[Saved data entries]
──────

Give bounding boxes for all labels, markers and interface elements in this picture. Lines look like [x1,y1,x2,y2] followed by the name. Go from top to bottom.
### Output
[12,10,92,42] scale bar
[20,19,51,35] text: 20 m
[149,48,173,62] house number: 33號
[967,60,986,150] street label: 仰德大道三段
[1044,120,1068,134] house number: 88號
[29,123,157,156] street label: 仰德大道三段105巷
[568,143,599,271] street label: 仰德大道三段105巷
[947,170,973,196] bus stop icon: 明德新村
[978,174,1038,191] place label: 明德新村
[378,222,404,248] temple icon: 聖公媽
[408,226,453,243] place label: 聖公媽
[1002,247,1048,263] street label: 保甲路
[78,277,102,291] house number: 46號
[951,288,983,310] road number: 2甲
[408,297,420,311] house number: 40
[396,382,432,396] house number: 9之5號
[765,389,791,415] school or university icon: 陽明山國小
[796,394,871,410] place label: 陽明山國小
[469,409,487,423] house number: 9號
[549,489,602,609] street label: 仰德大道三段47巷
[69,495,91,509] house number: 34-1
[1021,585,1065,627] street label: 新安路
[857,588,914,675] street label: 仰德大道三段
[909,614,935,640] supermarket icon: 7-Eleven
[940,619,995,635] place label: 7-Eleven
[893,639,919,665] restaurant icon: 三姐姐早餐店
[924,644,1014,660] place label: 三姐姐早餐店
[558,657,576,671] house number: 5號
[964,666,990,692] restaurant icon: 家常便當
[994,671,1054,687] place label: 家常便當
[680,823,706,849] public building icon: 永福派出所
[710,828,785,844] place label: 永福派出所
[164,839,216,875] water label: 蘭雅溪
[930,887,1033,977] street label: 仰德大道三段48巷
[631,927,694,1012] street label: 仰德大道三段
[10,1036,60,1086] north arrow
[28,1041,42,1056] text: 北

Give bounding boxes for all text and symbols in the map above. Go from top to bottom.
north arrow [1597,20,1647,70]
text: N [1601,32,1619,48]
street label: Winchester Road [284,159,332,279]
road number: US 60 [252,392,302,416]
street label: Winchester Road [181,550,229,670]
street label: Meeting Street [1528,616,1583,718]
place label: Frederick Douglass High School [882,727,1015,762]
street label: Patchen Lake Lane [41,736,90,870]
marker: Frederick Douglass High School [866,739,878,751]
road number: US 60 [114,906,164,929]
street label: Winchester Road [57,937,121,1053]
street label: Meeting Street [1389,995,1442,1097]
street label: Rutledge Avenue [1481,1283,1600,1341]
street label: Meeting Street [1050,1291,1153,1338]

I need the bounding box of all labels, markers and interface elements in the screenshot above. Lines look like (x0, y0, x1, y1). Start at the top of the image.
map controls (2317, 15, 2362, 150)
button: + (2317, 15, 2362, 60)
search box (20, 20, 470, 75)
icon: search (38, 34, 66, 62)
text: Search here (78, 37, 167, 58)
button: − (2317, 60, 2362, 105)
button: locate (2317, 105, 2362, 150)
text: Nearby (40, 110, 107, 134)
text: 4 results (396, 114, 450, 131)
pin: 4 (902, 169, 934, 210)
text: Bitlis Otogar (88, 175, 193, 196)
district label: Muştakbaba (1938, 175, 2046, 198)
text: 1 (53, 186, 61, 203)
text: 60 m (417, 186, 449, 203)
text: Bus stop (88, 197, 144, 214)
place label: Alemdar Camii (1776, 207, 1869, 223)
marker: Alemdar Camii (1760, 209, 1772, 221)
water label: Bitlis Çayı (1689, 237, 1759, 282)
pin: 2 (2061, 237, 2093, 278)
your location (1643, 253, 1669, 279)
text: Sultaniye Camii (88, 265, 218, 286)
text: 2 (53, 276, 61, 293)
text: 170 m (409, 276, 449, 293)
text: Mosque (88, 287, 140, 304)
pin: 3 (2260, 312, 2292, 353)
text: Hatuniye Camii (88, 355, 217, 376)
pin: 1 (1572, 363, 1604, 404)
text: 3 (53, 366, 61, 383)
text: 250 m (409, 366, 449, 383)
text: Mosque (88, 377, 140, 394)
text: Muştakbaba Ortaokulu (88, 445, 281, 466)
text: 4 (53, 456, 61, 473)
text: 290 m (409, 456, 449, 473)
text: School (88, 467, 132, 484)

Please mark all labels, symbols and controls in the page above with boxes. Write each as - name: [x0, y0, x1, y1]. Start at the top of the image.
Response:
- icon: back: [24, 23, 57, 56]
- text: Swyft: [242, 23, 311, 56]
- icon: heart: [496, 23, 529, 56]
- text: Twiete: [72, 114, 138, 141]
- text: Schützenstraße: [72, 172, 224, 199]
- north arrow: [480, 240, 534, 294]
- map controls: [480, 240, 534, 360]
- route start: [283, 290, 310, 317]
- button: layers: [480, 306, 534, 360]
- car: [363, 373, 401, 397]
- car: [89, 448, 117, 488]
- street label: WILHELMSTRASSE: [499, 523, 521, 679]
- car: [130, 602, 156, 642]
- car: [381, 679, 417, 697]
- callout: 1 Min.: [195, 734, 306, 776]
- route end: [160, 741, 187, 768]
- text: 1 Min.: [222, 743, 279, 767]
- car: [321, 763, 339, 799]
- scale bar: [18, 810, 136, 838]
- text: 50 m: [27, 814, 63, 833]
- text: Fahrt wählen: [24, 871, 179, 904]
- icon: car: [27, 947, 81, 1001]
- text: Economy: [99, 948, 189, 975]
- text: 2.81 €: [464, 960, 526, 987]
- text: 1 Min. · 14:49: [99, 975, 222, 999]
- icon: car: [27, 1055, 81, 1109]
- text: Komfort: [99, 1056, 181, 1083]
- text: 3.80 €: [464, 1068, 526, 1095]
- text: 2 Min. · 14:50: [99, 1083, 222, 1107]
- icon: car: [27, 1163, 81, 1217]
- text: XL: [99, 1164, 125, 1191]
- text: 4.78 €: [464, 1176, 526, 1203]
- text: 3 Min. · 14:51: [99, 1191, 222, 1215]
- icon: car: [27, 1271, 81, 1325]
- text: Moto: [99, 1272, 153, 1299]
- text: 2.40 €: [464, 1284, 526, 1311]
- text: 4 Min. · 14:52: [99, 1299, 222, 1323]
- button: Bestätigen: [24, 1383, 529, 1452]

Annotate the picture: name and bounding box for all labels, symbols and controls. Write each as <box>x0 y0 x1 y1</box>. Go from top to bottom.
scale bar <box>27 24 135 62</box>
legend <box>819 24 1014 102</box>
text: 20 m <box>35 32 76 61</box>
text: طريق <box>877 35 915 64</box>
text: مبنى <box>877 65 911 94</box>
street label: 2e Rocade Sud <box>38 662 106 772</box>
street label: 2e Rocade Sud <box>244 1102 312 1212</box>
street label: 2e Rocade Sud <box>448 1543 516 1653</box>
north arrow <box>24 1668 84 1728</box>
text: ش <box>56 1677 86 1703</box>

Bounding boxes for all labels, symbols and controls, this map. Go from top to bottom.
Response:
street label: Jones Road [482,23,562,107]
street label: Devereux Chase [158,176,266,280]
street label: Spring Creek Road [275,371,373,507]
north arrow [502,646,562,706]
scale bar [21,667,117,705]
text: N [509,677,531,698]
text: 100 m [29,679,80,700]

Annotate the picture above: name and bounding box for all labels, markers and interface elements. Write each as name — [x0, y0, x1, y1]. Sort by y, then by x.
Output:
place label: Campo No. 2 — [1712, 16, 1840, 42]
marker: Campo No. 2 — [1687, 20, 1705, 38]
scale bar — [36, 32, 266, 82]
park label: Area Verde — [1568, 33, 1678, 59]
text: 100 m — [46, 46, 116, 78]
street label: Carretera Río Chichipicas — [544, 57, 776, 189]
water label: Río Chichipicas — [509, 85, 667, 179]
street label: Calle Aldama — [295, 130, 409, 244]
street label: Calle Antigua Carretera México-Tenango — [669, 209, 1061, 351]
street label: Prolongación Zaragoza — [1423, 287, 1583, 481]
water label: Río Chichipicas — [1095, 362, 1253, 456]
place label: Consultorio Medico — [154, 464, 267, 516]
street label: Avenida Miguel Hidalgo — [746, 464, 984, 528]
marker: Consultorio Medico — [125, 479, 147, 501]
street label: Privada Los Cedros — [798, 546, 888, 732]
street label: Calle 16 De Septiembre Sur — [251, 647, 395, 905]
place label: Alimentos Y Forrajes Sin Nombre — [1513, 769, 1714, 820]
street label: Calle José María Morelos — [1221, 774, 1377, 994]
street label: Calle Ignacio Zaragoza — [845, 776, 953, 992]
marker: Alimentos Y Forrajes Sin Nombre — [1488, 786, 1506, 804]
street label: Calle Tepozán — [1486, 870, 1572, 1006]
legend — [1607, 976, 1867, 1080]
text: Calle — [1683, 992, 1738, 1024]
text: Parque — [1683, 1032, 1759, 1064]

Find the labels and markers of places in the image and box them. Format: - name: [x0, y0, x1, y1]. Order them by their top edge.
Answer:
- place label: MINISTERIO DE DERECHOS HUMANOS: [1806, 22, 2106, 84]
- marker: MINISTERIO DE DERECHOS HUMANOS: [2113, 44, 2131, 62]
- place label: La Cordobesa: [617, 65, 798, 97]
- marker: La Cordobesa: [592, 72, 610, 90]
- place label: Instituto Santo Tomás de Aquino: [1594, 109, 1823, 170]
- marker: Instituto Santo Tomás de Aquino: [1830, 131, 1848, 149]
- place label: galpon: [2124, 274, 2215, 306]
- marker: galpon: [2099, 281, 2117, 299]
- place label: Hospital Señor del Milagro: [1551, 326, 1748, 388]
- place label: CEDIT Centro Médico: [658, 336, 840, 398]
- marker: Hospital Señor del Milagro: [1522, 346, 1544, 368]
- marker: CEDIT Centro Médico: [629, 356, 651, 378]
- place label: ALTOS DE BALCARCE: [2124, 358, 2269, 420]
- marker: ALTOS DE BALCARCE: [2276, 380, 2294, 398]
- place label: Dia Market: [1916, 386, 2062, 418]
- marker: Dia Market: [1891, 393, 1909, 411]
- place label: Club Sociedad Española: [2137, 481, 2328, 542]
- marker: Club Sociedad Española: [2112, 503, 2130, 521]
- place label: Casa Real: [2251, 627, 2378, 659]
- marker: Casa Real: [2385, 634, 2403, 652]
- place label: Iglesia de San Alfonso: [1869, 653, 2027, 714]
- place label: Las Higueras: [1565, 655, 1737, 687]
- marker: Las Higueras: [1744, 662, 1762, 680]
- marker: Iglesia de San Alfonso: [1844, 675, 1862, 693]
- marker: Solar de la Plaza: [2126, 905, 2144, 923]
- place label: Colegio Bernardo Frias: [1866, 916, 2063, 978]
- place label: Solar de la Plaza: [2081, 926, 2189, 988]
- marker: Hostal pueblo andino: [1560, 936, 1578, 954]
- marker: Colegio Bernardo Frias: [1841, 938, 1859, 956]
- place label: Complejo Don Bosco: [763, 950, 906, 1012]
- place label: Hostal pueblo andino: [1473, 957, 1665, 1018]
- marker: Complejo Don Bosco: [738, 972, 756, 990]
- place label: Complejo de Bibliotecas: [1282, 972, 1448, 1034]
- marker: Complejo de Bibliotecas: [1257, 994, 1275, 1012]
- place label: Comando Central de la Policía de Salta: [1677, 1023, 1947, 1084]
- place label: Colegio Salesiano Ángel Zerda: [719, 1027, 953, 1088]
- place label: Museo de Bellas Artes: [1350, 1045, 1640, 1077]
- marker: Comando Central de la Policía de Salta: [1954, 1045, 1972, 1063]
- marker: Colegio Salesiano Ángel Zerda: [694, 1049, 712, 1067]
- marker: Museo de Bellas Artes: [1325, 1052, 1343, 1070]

──────

▶ Work instructions
Where does the string "water" appear in the records? Copy every line that holds it.

▶ Task output
[164,839,216,875] water label: 蘭雅溪
water label: Bitlis Çayı (1689, 237, 1759, 282)
water label: Río Chichipicas — [509, 85, 667, 179]
water label: Río Chichipicas — [1095, 362, 1253, 456]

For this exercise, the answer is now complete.